When a line in the listing contains the string "none", pick it out and copy it.

======== The data

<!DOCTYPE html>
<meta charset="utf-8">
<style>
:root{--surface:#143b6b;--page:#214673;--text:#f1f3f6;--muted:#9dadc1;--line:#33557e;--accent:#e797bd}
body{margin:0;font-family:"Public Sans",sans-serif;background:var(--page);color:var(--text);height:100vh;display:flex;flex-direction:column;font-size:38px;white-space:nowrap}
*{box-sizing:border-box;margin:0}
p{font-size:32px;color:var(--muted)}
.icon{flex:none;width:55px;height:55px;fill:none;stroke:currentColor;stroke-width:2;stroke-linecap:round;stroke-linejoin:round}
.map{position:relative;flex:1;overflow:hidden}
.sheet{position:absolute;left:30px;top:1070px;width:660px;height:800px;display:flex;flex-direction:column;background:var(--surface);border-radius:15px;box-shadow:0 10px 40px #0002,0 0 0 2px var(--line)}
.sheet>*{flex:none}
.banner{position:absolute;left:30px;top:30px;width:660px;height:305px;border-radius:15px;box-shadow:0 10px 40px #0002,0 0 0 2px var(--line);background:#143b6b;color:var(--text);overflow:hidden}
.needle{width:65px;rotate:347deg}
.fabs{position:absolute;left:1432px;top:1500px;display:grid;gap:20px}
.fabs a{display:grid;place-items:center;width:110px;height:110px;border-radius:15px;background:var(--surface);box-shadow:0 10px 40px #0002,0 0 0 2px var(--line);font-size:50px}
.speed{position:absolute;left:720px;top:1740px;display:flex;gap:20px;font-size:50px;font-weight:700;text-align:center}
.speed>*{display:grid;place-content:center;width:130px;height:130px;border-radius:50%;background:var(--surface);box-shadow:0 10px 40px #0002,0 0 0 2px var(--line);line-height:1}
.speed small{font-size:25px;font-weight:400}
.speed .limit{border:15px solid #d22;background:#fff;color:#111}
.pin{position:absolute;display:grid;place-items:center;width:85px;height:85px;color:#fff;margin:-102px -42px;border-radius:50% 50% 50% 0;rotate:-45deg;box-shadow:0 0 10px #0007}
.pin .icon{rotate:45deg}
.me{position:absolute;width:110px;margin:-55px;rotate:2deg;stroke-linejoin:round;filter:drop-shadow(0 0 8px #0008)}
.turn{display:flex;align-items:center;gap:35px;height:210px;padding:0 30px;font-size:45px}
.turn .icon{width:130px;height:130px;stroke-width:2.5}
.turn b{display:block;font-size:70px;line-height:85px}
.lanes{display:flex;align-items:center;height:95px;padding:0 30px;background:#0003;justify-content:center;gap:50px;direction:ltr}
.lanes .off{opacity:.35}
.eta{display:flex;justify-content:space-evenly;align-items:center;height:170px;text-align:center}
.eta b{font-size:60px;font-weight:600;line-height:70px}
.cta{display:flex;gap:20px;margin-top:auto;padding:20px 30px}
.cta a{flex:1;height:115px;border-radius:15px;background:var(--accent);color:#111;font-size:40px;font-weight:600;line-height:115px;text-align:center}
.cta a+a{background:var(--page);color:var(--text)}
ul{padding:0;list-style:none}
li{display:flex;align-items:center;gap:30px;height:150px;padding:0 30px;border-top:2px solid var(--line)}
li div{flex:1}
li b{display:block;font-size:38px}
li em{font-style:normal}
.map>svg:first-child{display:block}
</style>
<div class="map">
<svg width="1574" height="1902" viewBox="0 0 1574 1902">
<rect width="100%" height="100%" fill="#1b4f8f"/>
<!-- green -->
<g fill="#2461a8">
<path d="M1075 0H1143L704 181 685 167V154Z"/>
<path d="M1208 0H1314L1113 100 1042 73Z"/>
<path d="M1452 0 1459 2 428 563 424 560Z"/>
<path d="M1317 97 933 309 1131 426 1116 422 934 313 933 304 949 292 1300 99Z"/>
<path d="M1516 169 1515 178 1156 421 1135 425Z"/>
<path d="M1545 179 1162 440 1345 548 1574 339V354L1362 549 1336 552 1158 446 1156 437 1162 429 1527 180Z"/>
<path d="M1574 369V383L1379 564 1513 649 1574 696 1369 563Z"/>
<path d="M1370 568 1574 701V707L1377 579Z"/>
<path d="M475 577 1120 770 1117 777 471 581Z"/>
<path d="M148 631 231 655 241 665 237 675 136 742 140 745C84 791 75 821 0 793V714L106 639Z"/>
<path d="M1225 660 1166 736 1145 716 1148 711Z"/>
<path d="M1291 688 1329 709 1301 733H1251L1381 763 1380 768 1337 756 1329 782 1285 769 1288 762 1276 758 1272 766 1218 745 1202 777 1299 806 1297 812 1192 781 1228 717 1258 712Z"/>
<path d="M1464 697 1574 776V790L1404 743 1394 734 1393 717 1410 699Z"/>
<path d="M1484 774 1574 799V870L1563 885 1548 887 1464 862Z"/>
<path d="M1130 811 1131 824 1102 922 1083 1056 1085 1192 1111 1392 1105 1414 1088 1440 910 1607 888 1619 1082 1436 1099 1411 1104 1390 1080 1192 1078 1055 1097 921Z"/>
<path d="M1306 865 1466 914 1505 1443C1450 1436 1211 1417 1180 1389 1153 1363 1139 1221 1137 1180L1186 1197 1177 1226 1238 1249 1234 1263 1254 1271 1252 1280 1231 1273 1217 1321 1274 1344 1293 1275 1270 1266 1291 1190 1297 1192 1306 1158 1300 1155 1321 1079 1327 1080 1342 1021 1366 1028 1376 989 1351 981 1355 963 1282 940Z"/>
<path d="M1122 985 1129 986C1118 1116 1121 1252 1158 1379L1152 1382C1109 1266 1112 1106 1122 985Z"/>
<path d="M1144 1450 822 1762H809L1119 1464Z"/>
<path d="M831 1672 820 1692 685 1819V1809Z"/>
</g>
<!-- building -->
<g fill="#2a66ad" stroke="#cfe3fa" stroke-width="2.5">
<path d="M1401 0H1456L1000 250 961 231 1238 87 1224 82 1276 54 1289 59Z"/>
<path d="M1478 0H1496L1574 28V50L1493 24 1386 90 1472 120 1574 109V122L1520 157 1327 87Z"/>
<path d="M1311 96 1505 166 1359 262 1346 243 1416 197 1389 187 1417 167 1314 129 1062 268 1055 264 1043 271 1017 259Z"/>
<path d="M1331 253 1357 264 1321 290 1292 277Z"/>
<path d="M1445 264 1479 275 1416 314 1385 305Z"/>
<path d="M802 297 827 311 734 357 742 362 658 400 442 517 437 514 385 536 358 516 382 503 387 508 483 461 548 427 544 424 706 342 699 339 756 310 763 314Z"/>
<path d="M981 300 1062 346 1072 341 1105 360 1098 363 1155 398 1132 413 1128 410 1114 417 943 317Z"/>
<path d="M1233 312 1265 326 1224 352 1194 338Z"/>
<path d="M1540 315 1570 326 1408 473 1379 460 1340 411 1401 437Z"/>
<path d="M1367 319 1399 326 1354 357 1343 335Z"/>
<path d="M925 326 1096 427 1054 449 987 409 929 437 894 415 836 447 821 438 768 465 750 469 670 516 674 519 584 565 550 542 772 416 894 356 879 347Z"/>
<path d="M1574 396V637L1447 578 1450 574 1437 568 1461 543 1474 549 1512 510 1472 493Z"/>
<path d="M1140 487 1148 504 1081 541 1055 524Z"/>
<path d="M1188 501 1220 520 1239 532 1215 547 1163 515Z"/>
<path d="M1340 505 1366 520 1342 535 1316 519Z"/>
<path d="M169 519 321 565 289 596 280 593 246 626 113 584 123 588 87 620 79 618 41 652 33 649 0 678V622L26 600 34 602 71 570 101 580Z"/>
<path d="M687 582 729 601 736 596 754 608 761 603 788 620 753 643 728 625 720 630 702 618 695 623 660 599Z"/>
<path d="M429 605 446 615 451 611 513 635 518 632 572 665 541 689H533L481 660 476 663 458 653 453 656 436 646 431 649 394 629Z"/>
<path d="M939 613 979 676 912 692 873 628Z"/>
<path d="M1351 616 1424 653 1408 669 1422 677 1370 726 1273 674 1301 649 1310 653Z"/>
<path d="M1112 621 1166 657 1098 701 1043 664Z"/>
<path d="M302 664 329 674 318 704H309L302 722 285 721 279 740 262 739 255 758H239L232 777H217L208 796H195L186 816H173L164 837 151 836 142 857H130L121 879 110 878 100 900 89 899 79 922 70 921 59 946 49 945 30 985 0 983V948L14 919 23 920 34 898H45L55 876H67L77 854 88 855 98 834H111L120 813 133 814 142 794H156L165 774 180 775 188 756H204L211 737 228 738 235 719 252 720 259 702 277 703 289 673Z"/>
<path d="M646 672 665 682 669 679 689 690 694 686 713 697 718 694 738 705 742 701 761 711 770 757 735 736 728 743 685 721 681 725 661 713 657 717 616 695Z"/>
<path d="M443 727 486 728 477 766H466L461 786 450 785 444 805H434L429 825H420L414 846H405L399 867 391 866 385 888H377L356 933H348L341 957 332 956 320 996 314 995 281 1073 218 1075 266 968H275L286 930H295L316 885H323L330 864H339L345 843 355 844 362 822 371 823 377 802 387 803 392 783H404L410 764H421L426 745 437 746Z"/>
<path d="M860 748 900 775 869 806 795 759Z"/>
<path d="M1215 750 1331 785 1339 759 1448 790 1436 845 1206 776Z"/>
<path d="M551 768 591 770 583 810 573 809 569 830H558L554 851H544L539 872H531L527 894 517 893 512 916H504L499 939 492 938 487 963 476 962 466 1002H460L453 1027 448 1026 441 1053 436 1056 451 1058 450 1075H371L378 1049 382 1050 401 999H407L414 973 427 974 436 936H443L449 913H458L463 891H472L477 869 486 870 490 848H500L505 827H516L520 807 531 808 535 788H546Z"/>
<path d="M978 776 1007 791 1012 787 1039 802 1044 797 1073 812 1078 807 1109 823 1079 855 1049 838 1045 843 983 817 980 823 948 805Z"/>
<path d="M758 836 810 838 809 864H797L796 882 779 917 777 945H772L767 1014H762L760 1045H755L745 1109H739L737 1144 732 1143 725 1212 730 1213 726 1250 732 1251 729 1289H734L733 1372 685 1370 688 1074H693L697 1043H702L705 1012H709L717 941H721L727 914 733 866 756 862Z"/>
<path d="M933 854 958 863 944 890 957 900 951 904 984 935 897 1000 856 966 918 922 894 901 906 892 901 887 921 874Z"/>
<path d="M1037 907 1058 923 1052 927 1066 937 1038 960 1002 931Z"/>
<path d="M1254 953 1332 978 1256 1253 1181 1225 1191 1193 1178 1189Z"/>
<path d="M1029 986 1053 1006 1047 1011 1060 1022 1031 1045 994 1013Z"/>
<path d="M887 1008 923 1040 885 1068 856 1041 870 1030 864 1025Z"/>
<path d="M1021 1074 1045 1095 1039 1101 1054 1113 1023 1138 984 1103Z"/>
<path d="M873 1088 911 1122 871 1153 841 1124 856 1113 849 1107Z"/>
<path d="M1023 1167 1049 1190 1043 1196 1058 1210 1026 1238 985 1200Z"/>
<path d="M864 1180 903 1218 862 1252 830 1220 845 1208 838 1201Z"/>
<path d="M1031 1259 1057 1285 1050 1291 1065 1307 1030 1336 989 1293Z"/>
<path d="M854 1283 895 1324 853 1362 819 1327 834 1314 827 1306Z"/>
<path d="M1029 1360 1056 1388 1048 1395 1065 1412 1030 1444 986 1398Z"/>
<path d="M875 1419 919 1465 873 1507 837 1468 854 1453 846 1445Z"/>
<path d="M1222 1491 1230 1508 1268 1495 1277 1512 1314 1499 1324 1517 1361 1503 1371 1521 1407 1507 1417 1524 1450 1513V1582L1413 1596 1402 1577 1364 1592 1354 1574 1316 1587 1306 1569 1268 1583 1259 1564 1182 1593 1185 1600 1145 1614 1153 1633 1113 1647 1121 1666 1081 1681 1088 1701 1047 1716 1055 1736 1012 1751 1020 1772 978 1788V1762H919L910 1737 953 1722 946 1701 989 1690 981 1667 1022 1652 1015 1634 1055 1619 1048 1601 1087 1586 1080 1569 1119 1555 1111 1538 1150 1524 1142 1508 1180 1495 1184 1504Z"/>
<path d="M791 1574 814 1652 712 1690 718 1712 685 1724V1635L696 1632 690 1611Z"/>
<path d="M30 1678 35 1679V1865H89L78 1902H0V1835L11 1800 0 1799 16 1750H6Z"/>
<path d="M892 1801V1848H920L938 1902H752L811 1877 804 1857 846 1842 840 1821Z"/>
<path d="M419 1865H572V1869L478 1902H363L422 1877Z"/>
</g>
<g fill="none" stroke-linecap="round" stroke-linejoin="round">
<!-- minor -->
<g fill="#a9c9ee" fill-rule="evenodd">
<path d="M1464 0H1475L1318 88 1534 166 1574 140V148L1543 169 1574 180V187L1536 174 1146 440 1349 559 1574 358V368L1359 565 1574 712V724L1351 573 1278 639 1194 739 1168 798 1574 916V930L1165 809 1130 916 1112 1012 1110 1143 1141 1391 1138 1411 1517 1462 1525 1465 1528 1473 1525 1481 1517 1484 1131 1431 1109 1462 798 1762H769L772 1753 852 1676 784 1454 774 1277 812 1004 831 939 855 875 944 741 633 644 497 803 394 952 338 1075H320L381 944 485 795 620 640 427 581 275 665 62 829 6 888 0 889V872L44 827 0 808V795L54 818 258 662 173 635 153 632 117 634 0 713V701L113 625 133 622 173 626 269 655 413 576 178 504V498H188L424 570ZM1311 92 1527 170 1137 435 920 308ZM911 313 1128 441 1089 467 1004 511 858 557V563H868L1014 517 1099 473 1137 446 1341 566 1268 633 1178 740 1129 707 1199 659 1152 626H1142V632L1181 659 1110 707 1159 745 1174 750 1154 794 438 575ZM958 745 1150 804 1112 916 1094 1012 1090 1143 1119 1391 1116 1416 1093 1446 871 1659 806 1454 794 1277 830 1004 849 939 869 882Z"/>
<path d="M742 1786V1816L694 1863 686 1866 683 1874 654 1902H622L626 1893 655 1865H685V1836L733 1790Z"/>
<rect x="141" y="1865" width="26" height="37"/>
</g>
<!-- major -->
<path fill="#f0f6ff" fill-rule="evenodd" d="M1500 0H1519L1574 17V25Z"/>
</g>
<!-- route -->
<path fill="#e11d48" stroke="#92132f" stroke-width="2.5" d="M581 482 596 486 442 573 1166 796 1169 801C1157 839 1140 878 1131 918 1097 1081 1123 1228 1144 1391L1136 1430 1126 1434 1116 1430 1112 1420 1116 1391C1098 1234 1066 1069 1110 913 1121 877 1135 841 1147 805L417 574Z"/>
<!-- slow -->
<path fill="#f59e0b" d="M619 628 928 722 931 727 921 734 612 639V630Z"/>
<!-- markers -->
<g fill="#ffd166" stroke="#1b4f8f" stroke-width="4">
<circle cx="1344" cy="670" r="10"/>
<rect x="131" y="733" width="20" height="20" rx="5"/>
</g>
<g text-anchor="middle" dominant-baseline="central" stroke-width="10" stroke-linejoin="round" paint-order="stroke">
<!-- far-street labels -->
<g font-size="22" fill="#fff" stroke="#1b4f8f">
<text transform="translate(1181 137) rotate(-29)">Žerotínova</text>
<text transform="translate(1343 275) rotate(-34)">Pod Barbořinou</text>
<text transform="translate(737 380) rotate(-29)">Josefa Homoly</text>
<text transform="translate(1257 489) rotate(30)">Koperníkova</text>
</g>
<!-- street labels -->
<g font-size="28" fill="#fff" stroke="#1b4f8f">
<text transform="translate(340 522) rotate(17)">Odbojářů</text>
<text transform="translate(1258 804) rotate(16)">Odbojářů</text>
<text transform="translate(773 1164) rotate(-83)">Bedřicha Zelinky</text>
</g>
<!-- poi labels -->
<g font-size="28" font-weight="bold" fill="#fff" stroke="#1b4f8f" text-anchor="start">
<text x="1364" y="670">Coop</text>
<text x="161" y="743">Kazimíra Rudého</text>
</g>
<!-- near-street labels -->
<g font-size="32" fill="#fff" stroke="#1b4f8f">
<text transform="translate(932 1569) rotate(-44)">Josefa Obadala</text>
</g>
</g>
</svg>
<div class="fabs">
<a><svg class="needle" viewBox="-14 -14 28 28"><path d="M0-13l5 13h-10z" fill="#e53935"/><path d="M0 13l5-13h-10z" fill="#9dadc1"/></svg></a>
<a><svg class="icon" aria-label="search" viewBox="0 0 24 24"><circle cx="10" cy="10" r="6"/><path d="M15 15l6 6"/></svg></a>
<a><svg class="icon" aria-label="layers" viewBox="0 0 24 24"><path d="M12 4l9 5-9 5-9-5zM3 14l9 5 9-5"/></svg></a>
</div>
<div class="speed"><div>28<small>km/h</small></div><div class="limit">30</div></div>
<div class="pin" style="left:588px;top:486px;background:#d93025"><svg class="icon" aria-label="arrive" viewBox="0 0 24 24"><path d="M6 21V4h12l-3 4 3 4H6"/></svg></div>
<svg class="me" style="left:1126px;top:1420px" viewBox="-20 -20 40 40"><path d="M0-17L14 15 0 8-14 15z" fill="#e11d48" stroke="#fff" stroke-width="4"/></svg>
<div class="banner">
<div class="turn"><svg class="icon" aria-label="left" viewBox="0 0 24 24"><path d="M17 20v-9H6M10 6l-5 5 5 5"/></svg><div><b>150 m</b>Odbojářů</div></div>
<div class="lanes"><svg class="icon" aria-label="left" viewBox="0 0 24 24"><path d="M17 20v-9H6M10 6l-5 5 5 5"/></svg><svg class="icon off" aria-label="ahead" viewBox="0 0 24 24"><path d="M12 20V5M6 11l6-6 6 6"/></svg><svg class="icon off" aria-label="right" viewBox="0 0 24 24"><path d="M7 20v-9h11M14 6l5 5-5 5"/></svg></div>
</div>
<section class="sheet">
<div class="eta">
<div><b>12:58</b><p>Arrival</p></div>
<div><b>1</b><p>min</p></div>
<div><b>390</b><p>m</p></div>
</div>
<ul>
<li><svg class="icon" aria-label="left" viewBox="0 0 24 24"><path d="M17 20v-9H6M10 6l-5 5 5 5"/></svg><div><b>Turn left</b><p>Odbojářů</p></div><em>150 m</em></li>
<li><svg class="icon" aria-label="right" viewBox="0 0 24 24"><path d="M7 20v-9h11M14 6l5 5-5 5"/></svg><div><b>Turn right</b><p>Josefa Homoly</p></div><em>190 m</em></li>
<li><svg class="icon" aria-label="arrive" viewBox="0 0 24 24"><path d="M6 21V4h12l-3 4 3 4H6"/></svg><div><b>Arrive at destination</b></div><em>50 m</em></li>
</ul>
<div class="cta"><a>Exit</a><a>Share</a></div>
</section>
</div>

================

Exercise answer
.icon{flex:none;width:55px;height:55px;fill:none;stroke:currentColor;stroke-width:2;stroke-linecap:round;stroke-linejoin:round}
.sheet>*{flex:none}
ul{padding:0;list-style:none}
<g fill="none" stroke-linecap="round" stroke-linejoin="round">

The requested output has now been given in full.